Ghana ‘s telecom industry is likely to see a number of telecom operators fold up in the coming years if conditions do not improve.
Persons familiar with the development are predicting players in the industry with the least customers are likely to be hit the most.
The development follows poor returns being made by majority of the telecom operators as increased competition and infrastructure cost eats away their revenue.
There are currently 6 telecom operators in the Ghana MTN, Vodafone, Tigo, Airtel, Glo and Expresso and 3 functional data services providers Surfline, Blu Telecoms and Busy Ghana who roll out 4G services.
Others like Goldkey have been issued with 4G licenses but are yet to commence operations.
Telecom giant MTN four years ago predicted that Ghana ‘s telecom industry will be have at least 6 players.
Fast forward to 2016, MTN now believes the industry will in a couple of years be unable to sustain more than 6 players.
Sources familiar with the development agree with MTN and further predict that there may be a likely buyout of some of the telcos and data service providers by major players in the industry and in some cases an exit or collapse of some of the companies.
Of all the players in the industry it appears MTN is the only one who is currently making good returns in its operations.
Vodafone Ghana is also currently making some financial gains but not as impressive as its parent company will want.
While majority of the telcos have refused to make public their financials, sources close to the operators have told Citi Business News most of their balance sheets are not looking good.
MTN which is the only player who may be able to acquire a struggling telco should any such opportunity arise says it will make the call when the time comes.
According to MTN Ghana’s CEO Ebenezer Asante ‘there are lot of things to consider when you have to acquire, so we will wait and when the time comes we will make a call’. He said.
Challenges in telecom Industry
The telecom sector has been a challenging one for some time.
Majority of the operators are unable to break even, let alone make profits.
A number of them had earlier told Citi Business News they are yet to recoup investments they made in the sector.
According to players in the industry the sector is struggling to stay afloat as profits dip and competition increases.

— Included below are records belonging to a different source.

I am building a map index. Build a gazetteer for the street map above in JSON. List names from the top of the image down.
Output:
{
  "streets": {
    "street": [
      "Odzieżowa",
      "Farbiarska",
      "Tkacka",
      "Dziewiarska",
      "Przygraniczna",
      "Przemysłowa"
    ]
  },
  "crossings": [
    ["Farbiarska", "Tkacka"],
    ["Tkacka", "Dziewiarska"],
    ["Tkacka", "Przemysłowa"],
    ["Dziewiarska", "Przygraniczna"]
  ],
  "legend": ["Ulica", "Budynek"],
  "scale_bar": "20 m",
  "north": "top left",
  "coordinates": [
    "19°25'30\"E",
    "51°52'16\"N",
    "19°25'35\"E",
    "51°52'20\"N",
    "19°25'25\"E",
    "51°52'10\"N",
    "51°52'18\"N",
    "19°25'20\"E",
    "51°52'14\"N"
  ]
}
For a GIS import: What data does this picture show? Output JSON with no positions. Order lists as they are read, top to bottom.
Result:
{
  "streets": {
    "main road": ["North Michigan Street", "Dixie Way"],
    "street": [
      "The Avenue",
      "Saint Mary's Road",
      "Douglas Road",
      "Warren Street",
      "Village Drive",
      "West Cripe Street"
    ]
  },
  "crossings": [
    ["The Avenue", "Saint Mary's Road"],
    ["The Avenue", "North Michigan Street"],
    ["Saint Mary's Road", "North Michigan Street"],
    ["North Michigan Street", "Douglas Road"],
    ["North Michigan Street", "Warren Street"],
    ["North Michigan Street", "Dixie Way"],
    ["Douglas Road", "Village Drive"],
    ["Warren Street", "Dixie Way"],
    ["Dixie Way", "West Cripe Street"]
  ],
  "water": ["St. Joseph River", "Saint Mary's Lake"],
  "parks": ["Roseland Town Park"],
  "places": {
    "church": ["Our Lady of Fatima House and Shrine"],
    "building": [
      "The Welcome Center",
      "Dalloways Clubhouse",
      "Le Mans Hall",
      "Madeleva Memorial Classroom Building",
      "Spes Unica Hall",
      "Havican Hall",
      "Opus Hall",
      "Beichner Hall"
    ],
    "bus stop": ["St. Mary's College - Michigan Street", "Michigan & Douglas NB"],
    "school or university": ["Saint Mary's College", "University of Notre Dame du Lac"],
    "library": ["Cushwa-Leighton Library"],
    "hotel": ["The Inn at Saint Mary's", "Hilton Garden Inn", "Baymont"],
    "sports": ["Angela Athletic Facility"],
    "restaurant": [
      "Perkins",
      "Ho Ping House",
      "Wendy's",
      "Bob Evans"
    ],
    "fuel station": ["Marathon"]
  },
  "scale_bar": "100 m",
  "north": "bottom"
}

Ghana’s recent power crisis and hikes in utility tariffs is reported to have eaten away a chunk of their revenues.
MTN recently reveled it intends to spend at least 48 million cedis in 2016 due to the utility hikes.
While sim box fraud, theft of batteries at cell sites, low penetration of data, economic challenges including power crisis, cedi depreciation, forex volatilities among others have hit hard on the operations of telcos, while overcrowding of the industry has also affected returns of players.
A player in the industry who spoke to Citi Business News on condition of anonymity said ‘most of the telecom companies are struggling, the sector is not as profitable as before, with the exception of MTN the rest are virtually on their knees’.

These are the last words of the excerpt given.